■ Source data:

*** Begin section ***

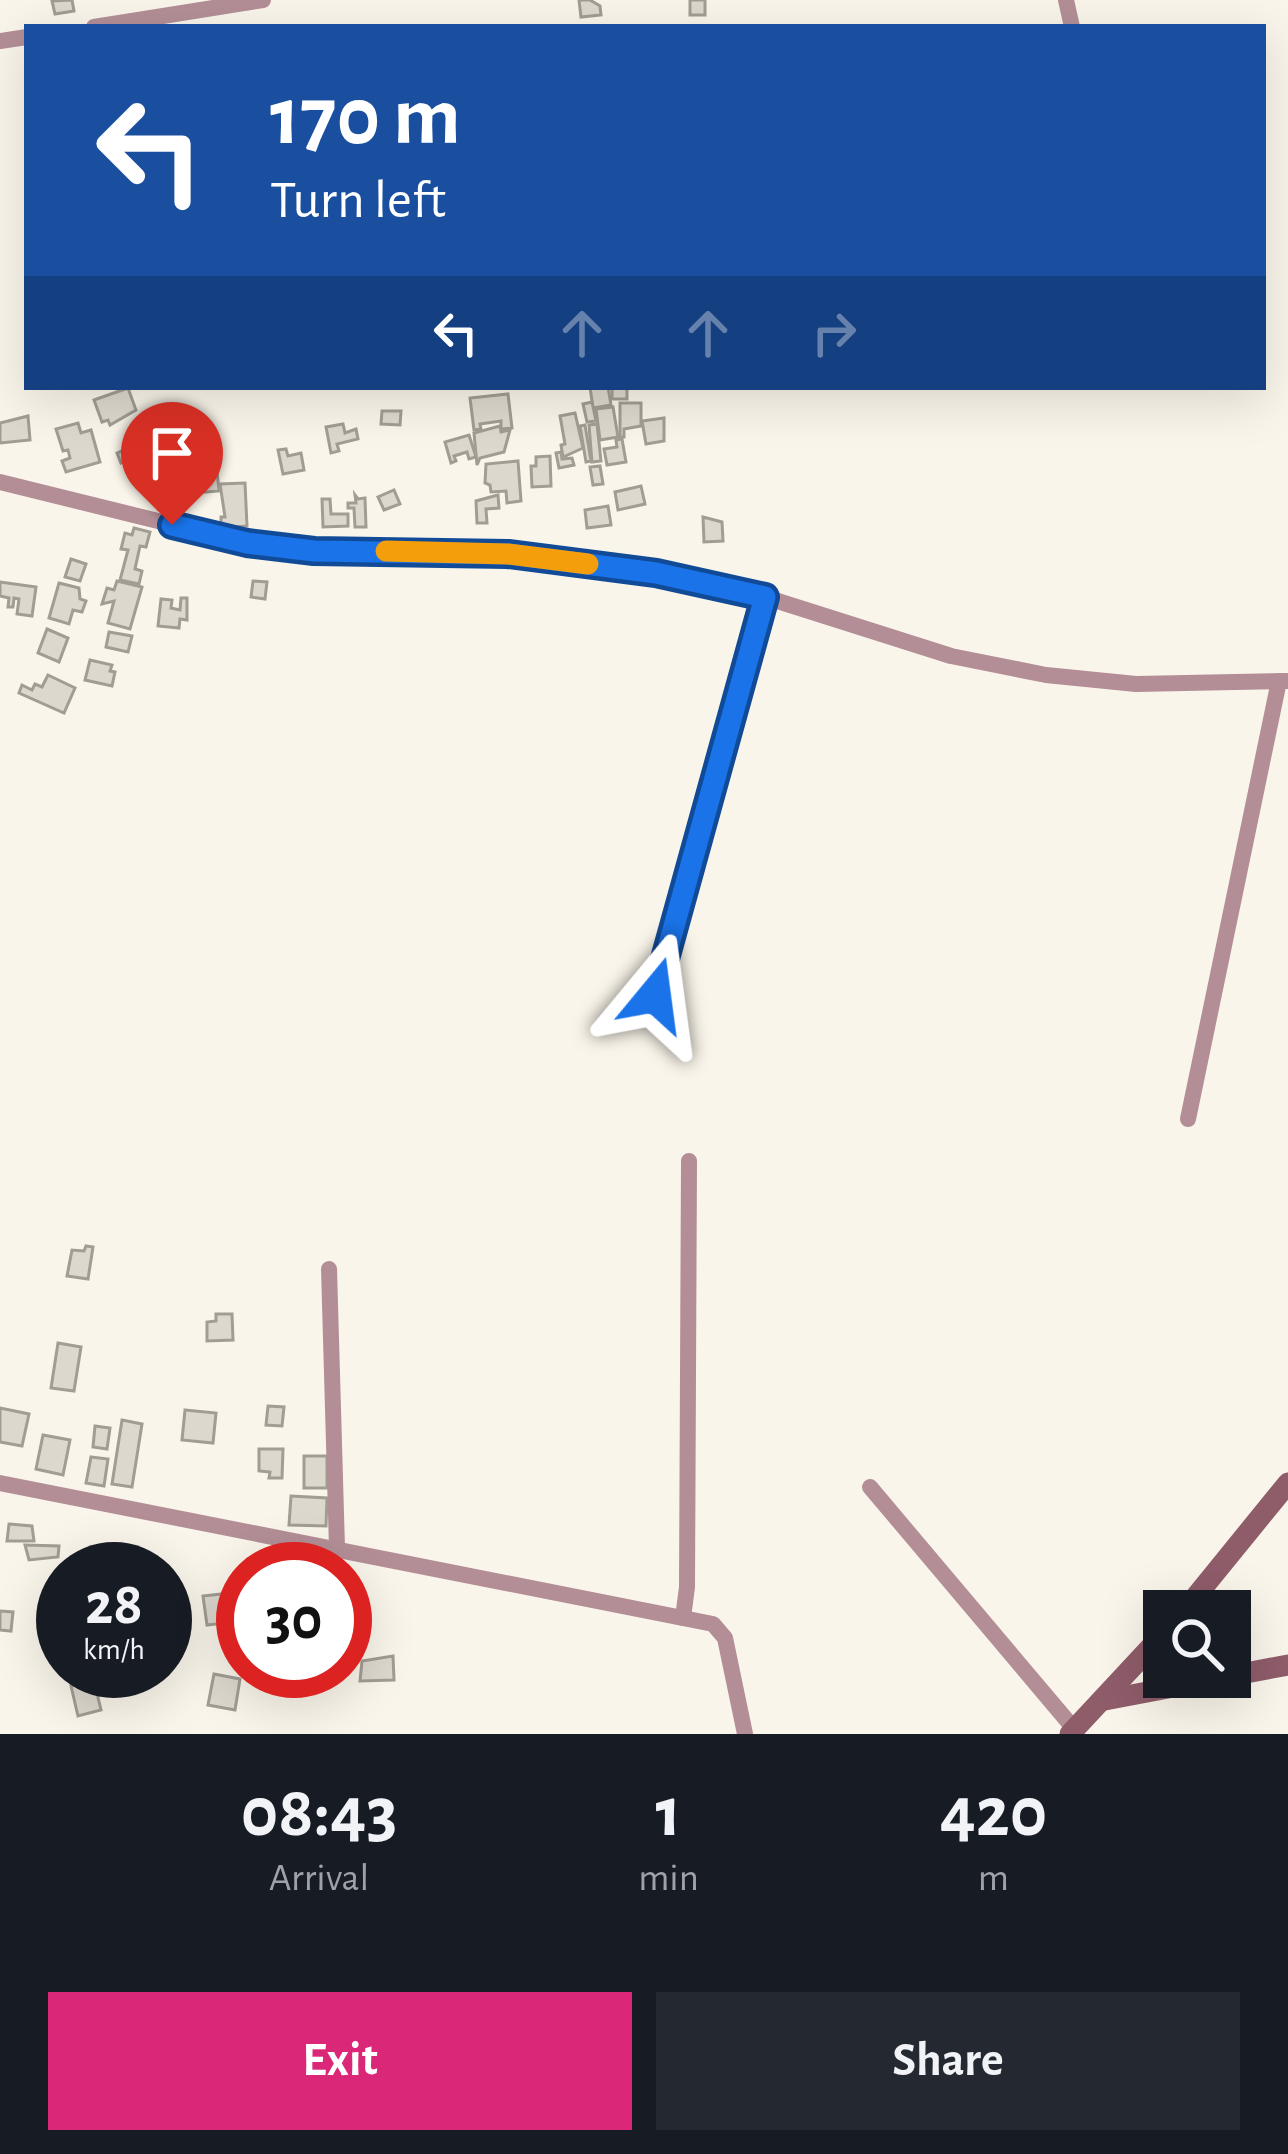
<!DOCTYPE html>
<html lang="en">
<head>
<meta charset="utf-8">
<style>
	body { margin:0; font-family:"Alegreya Sans",sans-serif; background:#242831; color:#f1f3f6; height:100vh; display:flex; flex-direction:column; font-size:45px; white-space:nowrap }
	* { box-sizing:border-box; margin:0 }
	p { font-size:39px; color:#9ea1a6 }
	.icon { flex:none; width:66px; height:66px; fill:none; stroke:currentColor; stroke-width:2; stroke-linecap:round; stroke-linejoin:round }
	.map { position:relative; height:1734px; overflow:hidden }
	.side { display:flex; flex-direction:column; background:#171b24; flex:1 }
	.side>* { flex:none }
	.hud { position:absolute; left:24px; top:24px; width:1242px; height:366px; border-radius:0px; box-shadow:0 12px 48px #0002; background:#1a4fa0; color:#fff; overflow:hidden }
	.tools { position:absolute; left:1143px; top:1590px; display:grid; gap:24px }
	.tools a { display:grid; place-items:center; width:108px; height:108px; border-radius:0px; background:#171b24; box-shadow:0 12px 48px #0002; font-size:60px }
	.speed { position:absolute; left:36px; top:1542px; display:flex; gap:24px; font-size:60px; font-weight:700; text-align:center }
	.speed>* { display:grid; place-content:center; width:156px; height:156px; border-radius:50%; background:#171b24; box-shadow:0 12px 48px #0002; line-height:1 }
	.speed small { font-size:30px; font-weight:400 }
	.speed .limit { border:18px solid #d22; background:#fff; color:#111 }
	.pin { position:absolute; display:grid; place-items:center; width:102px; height:102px; color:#fff; margin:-123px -51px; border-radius:50% 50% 50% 0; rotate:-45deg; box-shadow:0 0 12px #0007 }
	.pin .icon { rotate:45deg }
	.me { position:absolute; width:132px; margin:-66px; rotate:16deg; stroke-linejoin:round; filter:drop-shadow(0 0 9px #0008) }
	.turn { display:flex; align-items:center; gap:42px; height:252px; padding:0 48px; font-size:54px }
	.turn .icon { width:156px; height:156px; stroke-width:2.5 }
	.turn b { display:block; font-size:84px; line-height:102px }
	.lanes { display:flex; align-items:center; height:114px; padding:0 48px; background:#0003; justify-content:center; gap:60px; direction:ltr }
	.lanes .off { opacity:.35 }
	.eta { display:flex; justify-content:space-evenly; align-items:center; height:204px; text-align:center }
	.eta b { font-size:72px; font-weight:700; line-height:84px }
	.button { display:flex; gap:24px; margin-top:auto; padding:24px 48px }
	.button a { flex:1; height:138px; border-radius:0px; background:#db2777; color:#fff; font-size:48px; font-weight:700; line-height:138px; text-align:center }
	.button a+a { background:#242831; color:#f1f3f6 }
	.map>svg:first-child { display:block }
	.building { fill:#ddd8ce; stroke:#a29d93; stroke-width:3 }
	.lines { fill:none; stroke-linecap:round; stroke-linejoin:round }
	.street { stroke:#b38e97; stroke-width:16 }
	.secondary { stroke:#8f5c6a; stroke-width:21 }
	.route-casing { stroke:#114b97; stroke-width:30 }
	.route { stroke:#1a73e8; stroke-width:21 }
	.slow { stroke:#f59e0b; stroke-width:21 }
</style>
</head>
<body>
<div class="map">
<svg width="1288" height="1734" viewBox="0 0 1288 1734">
	<rect width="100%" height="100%" fill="#faf5ea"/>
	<g class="building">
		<polygon points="72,0 74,11 55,14 52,1"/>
		<polygon points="579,0 590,0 600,6 601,15 581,17"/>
		<rect x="690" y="0" width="15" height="15"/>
		<polygon points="590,387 608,387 611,405 593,408"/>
		<rect x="612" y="387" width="15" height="12"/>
		<polygon points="128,388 136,410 110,425 108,420 102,422 94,400"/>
		<polygon points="508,394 512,428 501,429 501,421 480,424 481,429 474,430 470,398"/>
		<polygon points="592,402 596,421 587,422 583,404"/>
		<polygon points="620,403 641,403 641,426 624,429 624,437 620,437"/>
		<polygon points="613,407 618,437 600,440 596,409"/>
		<polygon points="382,411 401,411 400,425 381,424"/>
		<polygon points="575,413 583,448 563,457 561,445 565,444 560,416"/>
		<polygon points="28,416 30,440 0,443 0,423"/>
		<polygon points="664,418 664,441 646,444 642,421"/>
		<polygon points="78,423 81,433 91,430 100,462 66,472 62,461 70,458 68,450 63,451 56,429"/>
		<polygon points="343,424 345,433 356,429 358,439 337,444 339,451 331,453 326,427"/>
		<polygon points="597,424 601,461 592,462 589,425"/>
		<polygon points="585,425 591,461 586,462 580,426"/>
		<polygon points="500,426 501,432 510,430 504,452 480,458 477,465 474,433"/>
		<polygon points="469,435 476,457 469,459 467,452 454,456 456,461 451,463 445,442"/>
		<polygon points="622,439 626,462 607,465 604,449 617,447 616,440"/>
		<polygon points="145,441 149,451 121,463 117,453"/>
		<polygon points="286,449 288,456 301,453 304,470 283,474 278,450"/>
		<polygon points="561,452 562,459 572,458 574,465 559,468 556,453"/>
		<polygon points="550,456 551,486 532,487 531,466 536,466 536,457"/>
		<polygon points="216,461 219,491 183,494 181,478 193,477 192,468"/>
		<polygon points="518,461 521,501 507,503 506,491 491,492 490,485 485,483 486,464"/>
		<polygon points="600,466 603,484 593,485 590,467"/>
		<polygon points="245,483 247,526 221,528 221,517 225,517 220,484"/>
		<polygon points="641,486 645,504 618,510 615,492"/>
		<polygon points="394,490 400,504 384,510 378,497"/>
		<polygon points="355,495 358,499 365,498 366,527 355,527 354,508 348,508 348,503 356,503"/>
		<polygon points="498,495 499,508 486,509 487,523 477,523 476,501"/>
		<polygon points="322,499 330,499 331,514 348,514 348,526 323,527"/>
		<polygon points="608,506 611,525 587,528 585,510"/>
		<polygon points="703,517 722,522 723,541 704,542"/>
		<polygon points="134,528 150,532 146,547 140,546 135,569 142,571 139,584 120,580 128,550 121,549 125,533 132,535"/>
		<polygon points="71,559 86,564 80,581 65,577"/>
		<polygon points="117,581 142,587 130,629 108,623 114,601 102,604 107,588 114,590"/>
		<polygon points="253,581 267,582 265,599 251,597"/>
		<polygon points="0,582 36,587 32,616 17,614 19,599 14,598 13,607 8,607 9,598 0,596"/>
		<polygon points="59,583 79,588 80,599 86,601 82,612 73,610 69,624 49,618"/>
		<polygon points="181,598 187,598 187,620 180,619 179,628 158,626 161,599 172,600 171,608 180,610"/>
		<polygon points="47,629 68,638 59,662 38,653"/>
		<polygon points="109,632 132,636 128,652 106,647"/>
		<polygon points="90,660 112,665 110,671 115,672 112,686 85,680"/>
		<polygon points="48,675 75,688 64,713 19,693 22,685 32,690 35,684 42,687"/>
		<polygon points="86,1246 93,1247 88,1279 67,1276 72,1250 84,1251"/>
		<polygon points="216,1314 232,1314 233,1340 207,1341 207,1322 216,1321"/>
		<polygon points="58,1343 81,1347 74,1391 51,1388"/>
		<polygon points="268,1406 284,1407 282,1426 266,1425"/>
		<polygon points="0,1408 29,1414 22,1446 0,1442"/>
		<polygon points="185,1410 216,1413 213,1443 182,1440"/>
		<polygon points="122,1420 142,1424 132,1487 112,1484"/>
		<polygon points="95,1426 110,1428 107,1449 93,1447"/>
		<polygon points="43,1435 70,1440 63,1475 36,1469"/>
		<polygon points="259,1449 283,1449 282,1478 269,1478 270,1472 259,1471"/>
		<rect x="304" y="1456" width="23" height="32"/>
		<polygon points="91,1457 108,1459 104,1486 86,1483"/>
		<polygon points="291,1496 327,1498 326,1526 289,1525"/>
		<polygon points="9,1524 32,1526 34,1541 7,1541"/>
		<polygon points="25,1545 59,1546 58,1557 29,1560"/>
		<polygon points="230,1593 233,1622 207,1625 203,1596"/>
		<polygon points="0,1611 13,1612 11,1631 0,1630"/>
		<polygon points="393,1656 394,1680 360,1681 362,1661"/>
		<polygon points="214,1674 240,1679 235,1710 208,1705"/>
		<polygon points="94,1681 101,1710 78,1716 71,1686"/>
	</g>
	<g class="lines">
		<g class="street">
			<polyline points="1066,0 1072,27"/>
			<polyline points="94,27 263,0"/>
			<polyline points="0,41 27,37"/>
			<polyline points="0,482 247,543 314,551 508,554 656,573 765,597 951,656 1046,675 1136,684 1288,681"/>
			<polyline points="655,995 765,597"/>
			<polyline points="1188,1119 1279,681"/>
			<polyline points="329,1269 337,1548"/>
			<polyline points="0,1483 713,1624 725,1638 745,1734"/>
			<polyline points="870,1487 1075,1730"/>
			<polyline points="683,1618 687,1587 689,1161"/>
		</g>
		<g class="secondary">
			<polyline points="1184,1611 1288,1483"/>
			<polyline points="1230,1676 1288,1665"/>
			<polyline points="1105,1700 1226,1677"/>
			<polyline points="1070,1734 1164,1633"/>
		</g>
	</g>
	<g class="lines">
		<g class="route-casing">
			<polyline id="route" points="172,525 247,543 314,551 508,554 656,573 765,597 655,995"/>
		</g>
		<use href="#route" class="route"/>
		<polyline class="slow" points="386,551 508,554 588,564"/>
	</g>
</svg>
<div class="tools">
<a><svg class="icon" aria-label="search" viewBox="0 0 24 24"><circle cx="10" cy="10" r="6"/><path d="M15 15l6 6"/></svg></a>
</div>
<div class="speed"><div>28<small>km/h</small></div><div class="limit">30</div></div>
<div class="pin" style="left:172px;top:525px;background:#d93025"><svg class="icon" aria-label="arrive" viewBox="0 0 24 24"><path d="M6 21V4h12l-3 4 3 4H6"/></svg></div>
<svg class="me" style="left:655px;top:995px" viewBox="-20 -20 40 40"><path d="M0-17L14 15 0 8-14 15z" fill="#1a73e8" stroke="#fff" stroke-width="4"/></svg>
<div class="hud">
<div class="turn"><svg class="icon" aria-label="left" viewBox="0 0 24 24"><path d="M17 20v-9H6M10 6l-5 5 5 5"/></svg><div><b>170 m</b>Turn left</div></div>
<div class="lanes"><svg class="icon" aria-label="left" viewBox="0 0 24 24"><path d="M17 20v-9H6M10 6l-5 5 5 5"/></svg><svg class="icon off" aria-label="ahead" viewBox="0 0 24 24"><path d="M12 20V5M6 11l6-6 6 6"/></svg><svg class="icon off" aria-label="ahead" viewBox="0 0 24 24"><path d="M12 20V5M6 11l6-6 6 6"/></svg><svg class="icon off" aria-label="right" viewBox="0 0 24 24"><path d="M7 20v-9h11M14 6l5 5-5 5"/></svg></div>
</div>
</div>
<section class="side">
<div class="eta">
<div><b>08:43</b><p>Arrival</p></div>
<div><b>1</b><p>min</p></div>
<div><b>420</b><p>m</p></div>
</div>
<div class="button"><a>Exit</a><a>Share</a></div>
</section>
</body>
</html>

*** End section ***

Using the records above, restate word for word the lines from the one with "position:absolute; left:24px; top:24px;" through the one with "position:absolute; left:1143px; top:1590px;", both included.

■ Response to this task:
	.hud { position:absolute; left:24px; top:24px; width:1242px; height:366px; border-radius:0px; box-shadow:0 12px 48px #0002; background:#1a4fa0; color:#fff; overflow:hidden }
	.tools { position:absolute; left:1143px; top:1590px; display:grid; gap:24px }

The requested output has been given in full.